As AI continues to develop, it is crucial that policymakers revisit the WARN Act and update it to meet the challenges of the current technological landscape. Modernizing the WARN Act could provide a framework for giving workers and communities advance notice of job displacement caused by AI, equipping them to navigate the resulting shifts in local labor markets.

History of the WARN Act

Congress initially considered the WARN Act in 1973 amid extreme economic volatility. In 1970 alone more than 5,000 strikes occurred. Layoffs became a norm due to a severe recession. And, inflation seemed unstoppable. The Act didn’t pass. In fact, more than a decade of debate ensued. Various stakeholders contested which employers would be covered, what information they would have to disclose, to whom, and when.

The closure of a Youngstown Sheet and Tube plant in Mahoning Valley of Ohio, which displaced over 5,000 workers in a single day in 1977, became a key source of motivation for those advocating for the Warn Act and related legislation. The plant’s sudden closure without warning or preparation led to significant economic distress in the region, sparking debates about the responsibilities of employers toward their workers and the broader community.

By the late 80s, globalization and technological changes placed significant competitive pressure on many US manufacturing industries. Many manufacturers buckled from those severe economic headwinds. Recognizing the need to provide workers with time to transition to new employment or retrain, Congress enacted the WARN Act in 1988 to partially mitigate the negative effects of mass layoffs. The Act requires qualifying employers to give at least 60 days’ notice before plant closings or mass layoffs at a single site. This notice aims to provide workers with time to seek new employment, enroll in retraining programs, or take other steps to adjust to their new circumstances.

The political motivation behind the WARN Act was driven by both economic and social concerns. Economically, Congress sought to address the disruption caused by rapid industrial change, particularly in regions heavily dependent on manufacturing. Socially, lawmakers recognized that sudden mass layoffs led to a host of secondary problems, including increased demands on social services, rising crime rates, and political instability in affected communities. The WARN Act, though, did not attempt to stifle technological progress. Instead, the goal was to balance the interests of businesses, workers, and communities by providing a transition period to lessen the shock of large-scale employment shifts.

Implementing the WARN Act

As suggested by the long political skirmish preceding passage of the WARN Act, its provisions were watered down. It completely excluded local, state, and federal governments from the Act’s requirements. In short, only fairly large employers–those with more than 100 full-time employees–are subject to the Act. They face relatively straightforward obligations. Covered employers must give 60-days notice to affected employees, any bargaining representatives, and the chief elected official of the local area of any of the following events:

A plant closing resulting in employment losses that affect at least 50 employees;

A mass layoff that affects at least 50 employees where the employment loss consists of at least 33% of employment at the site; or

A mass layoff with an employment loss of 500 or more at a single site of employment, regardless of its proportion of total employment at the site or if the employment loss is part of a plant closing.
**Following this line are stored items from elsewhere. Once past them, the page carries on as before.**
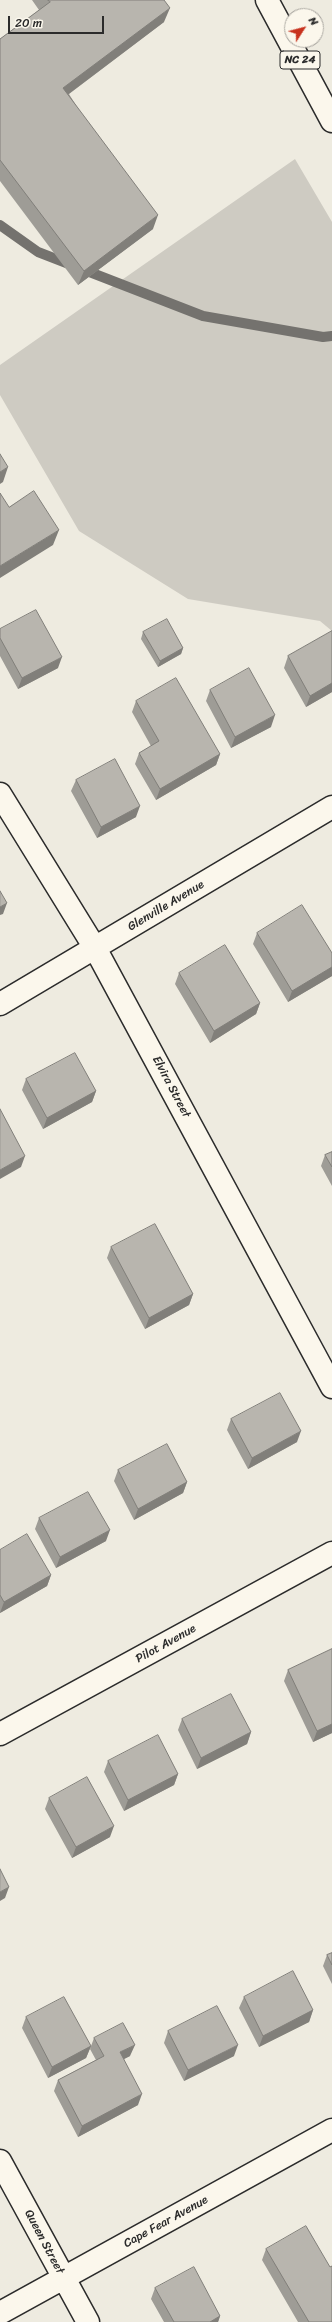 <!DOCTYPE html>
<html>
<head>
<meta charset="utf-8">
<style>
	body { margin:0 }
	#map { position:relative; width:332px; height:2322px; overflow:hidden; background:#eeebe0; font-family:Sriracha,sans-serif }
	canvas { display:block }
	.north { position:absolute; left:284px; top:8px; width:40px; height:40px; box-sizing:border-box; background:#fbf7ec; border:1px solid #a8a59f; border-radius:50%; rotate:54deg; font-size:11px; font-weight:700; line-height:16px; text-align:center; color:#2b2b2b }
	.north::after { content:''; display:block; margin:auto; width:14px; height:18px; background:#c8321e; clip-path:polygon(50% 0,100% 100%,50% 72%,0 100%) }
	.scale { position:absolute; left:8px; top:16px; width:96px; height:18px; box-sizing:border-box; border:2px solid #2b2b2b; border-top:0; padding-left:5px; font-size:12px; line-height:14px; white-space:nowrap; color:#2b2b2b; -webkit-text-stroke:3px #fbf7ec; paint-order:stroke }
</style>
</head>
<body>
<div id="map">
<canvas width="332" height="2322"></canvas>
<div class="north">N</div>
<div class="scale">20 m</div>
</div>
<script>
const g = document.querySelector('canvas').getContext('2d');
g.lineJoin = 'round';
function fillPath(path, color) { g.fillStyle = color; g.fill(path, 'evenodd'); }
function stroke(path, color, width, dash) { g.strokeStyle = color; g.lineWidth = width; g.lineCap = dash ? 'butt' : 'round'; g.setLineDash(dash || []); g.stroke(path); }
function label(font, color, halo, rows, align = 'center') {
  g.font = font + ' Sriracha,sans-serif'; g.lineWidth = 4; g.setLineDash([]); g.textBaseline = 'middle'; g.strokeStyle = halo; g.fillStyle = color; for (const [text, x, y, turn = 0] of rows) {
    g.save(); g.translate(x, y); g.rotate((+turn || 0) * Math.PI / 180); g.textAlign = isNaN(turn) ? turn : align; if (halo) g.strokeText(text, 0, 0); g.fillText(text, 0, 0); g.restore();
  }
}
const green = new Path2D(`
	M295 159 332 222V631L320 621 188 599 79 531 0 395V365Z`);
const stream = new Path2D(`
	M0 225 38 252 203 316 323 337 332 336`);
const street = new Path2D(`
	M0 794 95 948 332 1387
	M0 1004 332 807
	M0 1734 332 1553
	M0 2161 88 2322
	M0 2313 332 2130`);
const primary = new Path2D(`
	M267 0 332 121`);
const wall = new Path2D(`
	M32 0H164V22L69 94 153 229 78 285 0 181V39L39 10Z
	M0 629 58 668 18 689 0 656Z
	M332 631V692L306 707 284 668 288 656Z
	M143 632 183 648 181 654 158 667 141 639Z
	M210 690 271 727 231 748 206 701Z
	M136 701 220 754 216 765 156 800 135 764 139 753 151 746 132 712Z
	M76 780 136 817 97 838 71 791Z
	M257 933 332 953V976L288 1002 253 944Z
	M179 973 260 1003 256 1014 210 1043 175 984Z
	M26 1079 96 1091 92 1102 43 1129 22 1090Z
	M332 1152V1186L321 1166 325 1155Z
	M111 1247 193 1294 189 1305 145 1329 107 1258Z
	M231 1419 297 1442 248 1469 227 1430Z
	M118 1470 187 1482 183 1493 134 1520 114 1481Z
	M39 1518 106 1541 56 1568 35 1529Z
	M0 1550 51 1575 47 1586 0 1613Z
	M332 1649V1733L313 1742 284 1681 288 1670Z
	M182 1719 251 1732 247 1744 197 1769 178 1730Z
	M108 1761 178 1774 174 1785 124 1811 104 1772Z
	M49 1798 110 1837 72 1858 45 1809Z
	M332 1953V1984L323 1966 327 1955Z
	M244 1997 313 2010 309 2022 259 2047 239 2008Z
	M26 2017 91 2046 86 2058 48 2078 22 2028Z
	M168 2031 234 2056 184 2081 164 2043Z
	M94 2038 130 2056 124 2059 138 2105 78 2137 54 2091 58 2080 96 2060 90 2049Z
	M266 2249 330 2267 332 2322H298L262 2260Z
	M155 2288 220 2316 218 2322H164L151 2299Z`);
const shadedWall = new Path2D(`
	M170 8 164 22 58 102 63 88Z
	M158 215 153 229 78 285 84 271Z
	M8 467 3 482 0 484V472Z
	M59 530 53 545 0 578V566Z
	M183 648 181 654 158 667 160 661Z
	M62 657 58 668 18 689 22 678Z
	M332 683V692L306 707 310 696Z
	M275 715 271 727 231 748 235 737Z
	M220 754 216 765 156 800 160 789Z
	M140 806 136 817 97 838 101 827Z
	M7 903 3 914 0 915V907Z
	M332 967V976L288 1002 292 991Z
	M260 1003 256 1014 210 1043 214 1031Z
	M96 1091 92 1102 43 1129 47 1118Z
	M25 1156 21 1167 0 1179V1170Z
	M193 1294 189 1305 145 1329 149 1318Z
	M301 1431 297 1442 248 1469 252 1458Z
	M187 1482 183 1493 134 1520 138 1509Z
	M110 1530 106 1541 56 1568 60 1557Z
	M51 1575 47 1586 0 1613 4 1602Z
	M332 1724V1733L313 1742 317 1731Z
	M251 1732 247 1744 197 1769 201 1758Z
	M178 1774 174 1785 124 1811 128 1800Z
	M114 1826 110 1837 72 1858 76 1847Z
	M9 1887 5 1898 0 1901V1892Z
	M313 2010 309 2022 259 2047 263 2036Z
	M135 2045 130 2056 116 2063 120 2052Z
	M238 2045 234 2056 184 2081 188 2070Z
	M91 2046 86 2058 48 2078 52 2067Z
	M142 2094 138 2105 78 2137 82 2126Z
	M220 2316 218 2322H210Z`);
const building = new Path2D(`
	M48 0H164L170 8 63 88 158 215 84 271 0 160V39L50 2Z
	M0 454 8 467 0 472Z
	M34 491 59 530 0 566V493L9 507Z
	M36 610 62 657 22 678 0 638V629Z
	M167 619 183 648 160 661 143 632Z
	M332 631V683L310 696 288 656Z
	M249 668 275 715 235 737 210 690Z
	M176 678 220 754 160 789 139 753 159 741 136 701Z
	M115 759 140 806 101 827 76 780Z
	M0 891 7 903 0 907Z
	M302 905 332 953V967L292 991 257 933Z
	M225 945 260 1003 214 1031 179 973Z
	M75 1053 96 1091 47 1118 26 1079Z
	M0 1109 25 1156 0 1170Z
	M332 1152V1167L325 1155Z
	M155 1224 193 1294 149 1318 111 1247Z
	M280 1393 301 1431 252 1458 231 1419Z
	M167 1444 187 1482 138 1509 118 1470Z
	M88 1492 110 1530 60 1557 39 1518Z
	M27 1534 51 1575 4 1602 0 1595V1550Z
	M332 1649V1724L317 1731 288 1670Z
	M231 1694 251 1732 201 1758 182 1719Z
	M158 1735 178 1774 128 1800 108 1761Z
	M87 1777 114 1826 76 1847 49 1798Z
	M0 1869 9 1887 0 1892Z
	M332 1953V1965L327 1955Z
	M293 1971 313 2010 263 2036 244 1997Z
	M64 1997 91 2046 52 2067 26 2017Z
	M217 2006 238 2045 188 2070 168 2031Z
	M123 2023 135 2045 120 2052 142 2094 82 2126 58 2080 104 2056 94 2038Z
	M306 2226 330 2267 332 2266V2322H309L266 2249Z
	M194 2267 220 2316 210 2322H174L155 2288Z`);
const shields = [
	[300,60,40]
];
const shieldNames = [
	["NC 24",300,60]
];
const streetNames = [
	["Glenville Avenue",166,906,-31],
	["Elvira Street",171,1087,62],
	["Pilot Avenue",166,1644,-29],
	["Cape Fear Avenue",166,2222,-29],
	["Queen Street",44,2242,62]
];
fillPath(green, '#cecbc2');
stroke(stream, '#74726e', 10);
stroke(street, '#2b2b2b', 25);
stroke(primary, '#2b2b2b', 25);
stroke(street, '#fbf7ec', 22);
stroke(primary, '#fbf7ec', 22);
fillPath(wall, '#9e9c96');
fillPath(shadedWall, '#817f7a');
fillPath(building, '#b8b5ae');
stroke(building, '#817f7a', 1);
for (const [x, y, w] of shields) { const box = new Path2D(); box.roundRect(x - w / 2, y - 9, w, 18, 3); g.fillStyle = '#fbf7ec'; g.fill(box); stroke(box, '#2b2b2b', 1); }
label('bold 11px', '#2b2b2b', null, shieldNames);
label('12px', '#2b2b2b', '#fbf7ec', streetNames);
</script>
</body>
</html>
The notice must include a description of the anticipated action, an assessment of whether the losses would be permanent or temporary, the date on which layoffs will begin, and contact information for a company official. Notably absent for the notice requirements is any outreach to federal officials.

Employers that violate the WARN Act by failing to provide adequate notice may be liable for back pay and benefits for the affected employees for the period of the violation, up to a maximum of 60 days. However, the Act includes several exceptions. For example, if layoffs result from a natural disaster or unforeseen business circumstances, such as a sudden, dramatic economic downturn, then employers may be freed from WARN Act compliance.

Yesterday’s compromises have become the source of today’s complaints. The WARN Act has faced criticism for its relatively narrow applicability. Companies just under that 100 employee threshold can escape the Act’s provisions. The short notice window has also drawn the ire of advocates–relatively little preparedness can occur in just 60 days. There’s also the issue of federal officials, such as the Department of Labor, being left in the dark. If the goal is to quickly mobilize relevant actors to assist with an impending economic crisis, surely the federal government should be informed as soon as possible.

In response to these limitations, some states have enacted their own versions of the WARN Act with stricter requirements. For example, New Jersey’s Mini-WARN Act mandates employers to provide 90 days’ notice of mass layoffs and guarantees severance pay for affected employees. Other states, such as California, have implemented similar state-level protections that extend the requirements of the federal WARN Act.

Proposed Amendments to the WARN Act for the AI Context

As AI continues to advance, Congress should amend the WARN Act to reflect the realities of the modern labor market. The first major update should involve tailoring the scope of the law based on the industries and job types most at risk of AI-induced displacement. AI and machine learning technologies are particularly disruptive in sectors such as manufacturing, logistics, and service industries, where repetitive tasks can be easily replaced by automation. The updated WARN Act should mandate that even medium-sized corporations in such industries disclose when they plan any widespread integration of new AI tools into their operations. Such companies need not disclose any sensitive business information–only enough information to give officials a chance to assess the likelihood of substantial job displacement in a short period.

Another key amendment would be to extend the notice period required by the WARN Act. The 60-day notice currently mandated is insufficient in many cases, particularly for workers who may need extensive retraining to transition into new roles. Extending the notice period to 90 or even 120 days would give workers more time to acquire new skills and seek employment in less vulnerable sectors. In addition to extending the notice period, the updated WARN Act should include provisions for worker retraining programs funded by employers, either as a direct investment in affected employees or through contributions to a national retraining fund.

The third proposed amendment is to lower the threshold for the number of employees affected by layoffs or job displacement before the WARN Act is triggered. Currently, the WARN Act applies only to mass layoffs of 50 or more employees, but in the AI context, job displacement may occur in smaller increments, especially as automation technology is gradually integrated. Reducing the threshold to 25 employees would ensure that more workers benefit from advance notice.

Finally, the WARN Act should be updated to include more robust enforcement mechanisms. In its current form, the WARN Act places the burden on employees to file lawsuits against non-compliant employers, which can be a lengthy and costly process. Establishing a dedicated enforcement body within the Department of Labor that actively monitors compliance and imposes penalties for violations would ensure that workers receive the protections they are entitled to under the law.

Conclusion

As AI technology continues to evolve, it brings with it profound changes in the labor market, with the potential to displace millions of workers. Updating the WARN Act to address the challenges posed by AI and automation will be critical for ensuring that workers and communities have the time and resources necessary to adapt to these changes. Expanding the scope of the law, extending the notice period, lowering the threshold for triggering WARN Act protections, and incorporating predictive analytics into the process are all steps that could help policymakers manage the coming wave of job displacement.

However, important questions remain, such as how to balance the need for technological innovation with the need for worker protection and what role private sector employers should play in mitigating the social costs of automation. Further analysis will be needed to address these issues and develop a comprehensive strategy for managing the AI-driven transformation of the labor market.